The way the Japanese leader claimed that his government has "removed" the so-called last obstacle to the move also shows how Tokyo has overstretched itself. The outcome of the hours Kishida spent on Monday lobbying Masanobu Sakamoto, head of the National Federation of Fisheries Cooperatives, for the organization's support were later presented in a different way. While the latter made his organization's firm opposition to the plan unequivocally clear, Kishida told reporters that Sakamoto's response signaled "improved understanding", and his government brazenly hinted that the last hurdle to the release of the radioactive water had been overcome.

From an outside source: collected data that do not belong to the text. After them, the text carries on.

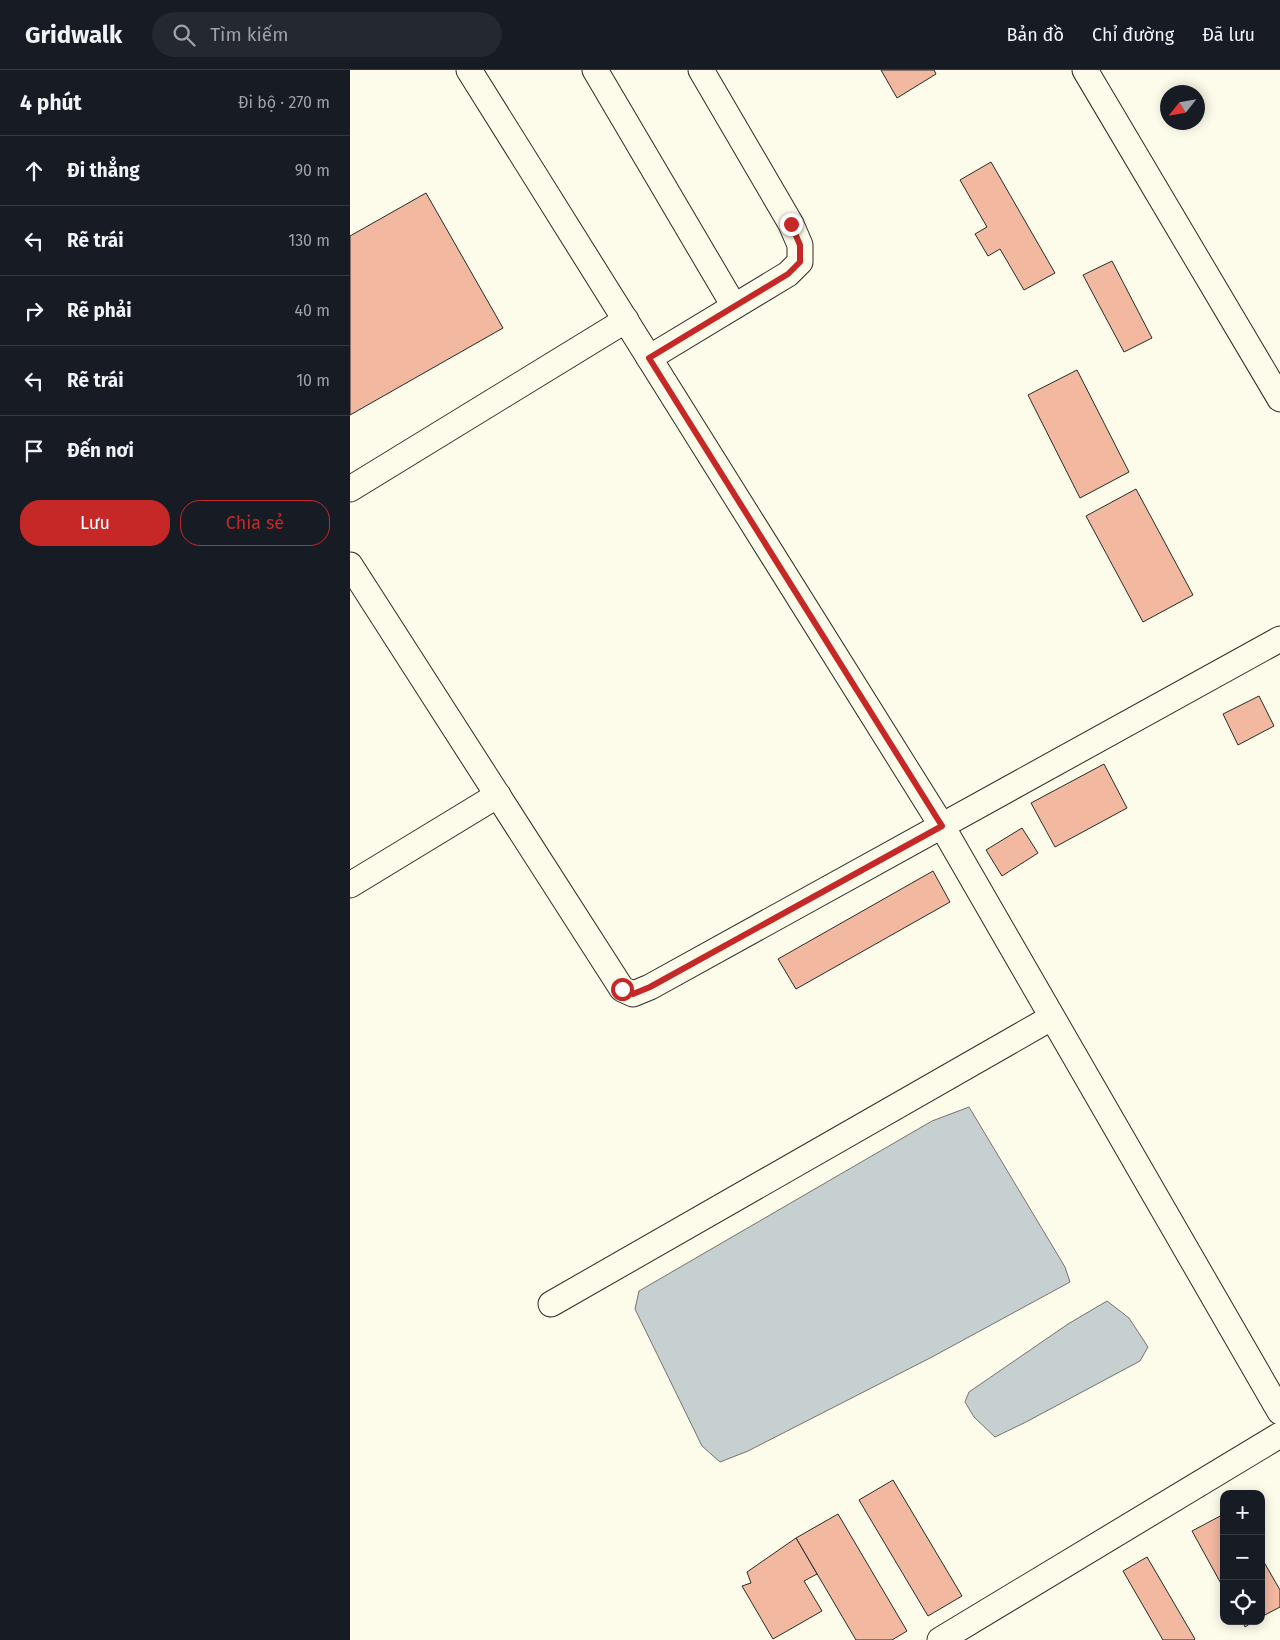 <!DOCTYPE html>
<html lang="vi">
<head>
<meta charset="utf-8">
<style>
  body { margin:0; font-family:"Fira Sans",sans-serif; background:#242831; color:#f1f3f6 }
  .controls { position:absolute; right:15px; bottom:15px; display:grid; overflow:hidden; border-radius:10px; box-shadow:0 2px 12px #0003 }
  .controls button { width:45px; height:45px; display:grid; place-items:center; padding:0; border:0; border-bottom:1px solid #363941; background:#171b24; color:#f1f3f6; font:25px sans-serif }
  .compass { position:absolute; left:810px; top:15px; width:45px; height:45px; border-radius:50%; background:#171b24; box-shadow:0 2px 12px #0003; rotate:239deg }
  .stop { position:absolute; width:15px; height:15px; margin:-11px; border:4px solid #c62828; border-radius:50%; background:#fff }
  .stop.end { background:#c62828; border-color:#fff; box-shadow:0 1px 5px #0008 }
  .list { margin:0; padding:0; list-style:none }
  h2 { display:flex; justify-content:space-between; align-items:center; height:65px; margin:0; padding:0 20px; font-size:21px }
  h2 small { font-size:16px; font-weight:400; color:#9ea1a6 }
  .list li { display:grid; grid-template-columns:32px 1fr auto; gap:15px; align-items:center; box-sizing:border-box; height:70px; padding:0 20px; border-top:1px solid #363941 }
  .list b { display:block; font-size:19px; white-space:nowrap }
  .list em { font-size:16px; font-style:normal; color:#9ea1a6 }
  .actions { display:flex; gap:10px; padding:15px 20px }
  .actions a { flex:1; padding:11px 0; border:1px solid #c62828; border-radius:20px; text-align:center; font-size:18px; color:#c62828 }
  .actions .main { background:#c62828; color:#fff }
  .icon { flex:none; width:28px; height:28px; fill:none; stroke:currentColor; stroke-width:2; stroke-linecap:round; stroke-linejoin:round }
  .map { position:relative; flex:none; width:930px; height:1570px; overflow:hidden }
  header { display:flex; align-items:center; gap:30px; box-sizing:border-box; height:70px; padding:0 25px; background:#171b24; border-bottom:1px solid #363941 }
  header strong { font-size:24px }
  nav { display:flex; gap:28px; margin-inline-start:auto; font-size:18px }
  .search { width:350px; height:45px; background:#242831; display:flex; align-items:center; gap:12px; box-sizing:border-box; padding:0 18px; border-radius:28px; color:#9ea1a6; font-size:19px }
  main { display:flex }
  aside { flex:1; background:#171b24 }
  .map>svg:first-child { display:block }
  .water { fill:#c7d0d0; stroke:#74746e }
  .building { fill:#f2b8a0; stroke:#2b2b2b }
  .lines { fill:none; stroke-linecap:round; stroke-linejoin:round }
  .street-casing { stroke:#2b2b2b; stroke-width:27 }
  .street { stroke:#fdfbea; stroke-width:25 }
  .route { stroke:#c62828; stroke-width:6 }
</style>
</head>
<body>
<header>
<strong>Gridwalk</strong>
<div class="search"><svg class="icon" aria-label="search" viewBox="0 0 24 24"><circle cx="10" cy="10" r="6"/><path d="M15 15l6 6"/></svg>Tìm kiếm</div>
<nav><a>Bản đồ</a><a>Chỉ đường</a><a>Đã lưu</a></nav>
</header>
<main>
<aside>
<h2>4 phút<small>Đi bộ · 270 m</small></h2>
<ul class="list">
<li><svg class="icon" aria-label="ahead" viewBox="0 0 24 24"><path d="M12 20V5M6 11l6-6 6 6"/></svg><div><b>Đi thẳng</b></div><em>90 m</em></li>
<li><svg class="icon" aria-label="left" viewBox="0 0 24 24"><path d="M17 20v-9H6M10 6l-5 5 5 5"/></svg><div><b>Rẽ trái</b></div><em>130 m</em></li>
<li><svg class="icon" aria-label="right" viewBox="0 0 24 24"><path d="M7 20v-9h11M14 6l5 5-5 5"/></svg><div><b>Rẽ phải</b></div><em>40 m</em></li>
<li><svg class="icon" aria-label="left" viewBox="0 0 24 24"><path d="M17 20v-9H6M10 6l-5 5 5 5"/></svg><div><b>Rẽ trái</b></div><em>10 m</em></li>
<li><svg class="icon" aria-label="arrive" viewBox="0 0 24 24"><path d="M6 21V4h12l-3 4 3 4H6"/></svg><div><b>Đến nơi</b></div></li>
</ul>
<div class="actions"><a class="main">Lưu</a><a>Chia sẻ</a></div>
</aside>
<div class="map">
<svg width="930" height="1570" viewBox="0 0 930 1570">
  <rect width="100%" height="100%" fill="#fdfbea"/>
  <g class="water">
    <path d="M619 1037 715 1197 720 1212 582 1287 398 1381 370 1392 352 1376 285 1239 289 1221 582 1051Z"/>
    <path d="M757 1231 779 1248 798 1277 790 1291 676 1352 645 1367 624 1347 615 1332 619 1322 718 1254Z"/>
  </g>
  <g class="building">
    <path d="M531 0H584L586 4 547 28Z"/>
    <path d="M641 92 705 203 674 220 650 179 638 186 625 164 637 157 610 110Z"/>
    <path d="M76 123 153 258 0 345V166Z"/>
    <path d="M762 191 802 268 774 282 733 205Z"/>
    <path d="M727 300 779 402 730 428 678 325Z"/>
    <path d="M786 419 843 525 793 552 736 446Z"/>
    <path d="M909 626 924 656 888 675 873 644Z"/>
    <path d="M754 694 777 738 705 777 681 733Z"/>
    <path d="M672 758 688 783 652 806 636 780Z"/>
    <path d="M583 801 600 832 446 919 428 889Z"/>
    <path d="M543 1410 612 1526 578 1546 509 1430Z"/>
    <path d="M488 1444 557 1561 542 1570H506L446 1468Z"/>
    <path d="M874 1444V1519L842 1461Z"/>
    <path d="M446 1468 467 1504 454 1511 472 1541 423 1569 392 1516 401 1513 397 1502Z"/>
    <path d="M797 1487 845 1569 844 1570H813L773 1501Z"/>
    <path d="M911 1487 930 1520V1537L911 1547Z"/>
    <path d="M892 1551H904L895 1557Z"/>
  </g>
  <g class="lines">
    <g class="street-casing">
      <g id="street">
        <path d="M119 0 592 756 930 1342"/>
        <path d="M245 0 384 236"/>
        <path d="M735 0 930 329"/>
        <path d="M299 288 438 204 450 192V175L441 154 351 0"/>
        <path d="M0 419 276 250"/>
        <path d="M0 495 272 919 283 924 300 917 930 569"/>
        <path d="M0 815 148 725"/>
        <path d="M201 1234 701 948"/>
        <path d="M590 1570 930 1365"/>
      </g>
    </g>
    <use href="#street" class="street"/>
  </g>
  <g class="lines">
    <path class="route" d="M272 919 283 924 300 917 592 756 299 288 438 204 450 192V175L441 154"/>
  </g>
</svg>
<div class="controls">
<button>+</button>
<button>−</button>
<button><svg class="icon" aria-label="locate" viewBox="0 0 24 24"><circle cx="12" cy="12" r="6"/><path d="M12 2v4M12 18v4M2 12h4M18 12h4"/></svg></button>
</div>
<svg class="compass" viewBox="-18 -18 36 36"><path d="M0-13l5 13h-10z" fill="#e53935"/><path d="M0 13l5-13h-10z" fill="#9ea1a6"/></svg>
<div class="stop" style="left:272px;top:919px"></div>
<div class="stop end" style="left:441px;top:154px"></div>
</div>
</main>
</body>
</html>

Sakamoto's "response" included his welcome to Kishida's pledge that the government will provide long-term subsidies and support to the fishing communities until the release ends. Does that really mean they have an "improved understanding" of the move? Do they really have the power to veto the plan that Tokyo has treated as a political and diplomatic undertaking rather than an environmental one from the very beginning?
The Kishida government has smeared China's concerns as "politicized" and regarded those previously expressed by the Republic of Korea, Australia and New Zealand and the Pacific island countries as "understandable but not necessary". It told the parties at home that are to be affected by the move: "The government is committed to taking full responsibility until the disposal of the treated water is completed."
But the question is whether that pledge will be binding on the future governments of Japan over the decades, and what about people in other countries that will be affected by the move. As Junichi Matsumoto, the Tokyo Electric Power Company executive in charge of the water release plan, told the media, the discharge is still only an initial step in a "daunting" decommissioning process that is expected to take decades.
It is the acquiescence of the International Atomic Energy Agency, as reflected by its partial report on the release plan, that has emboldened Tokyo to press ahead with the discharging of the water which many experts say is "ill-advised" and "premature".
Japan is making a shortsighted and selfish decision that the world is expected to pay the price for.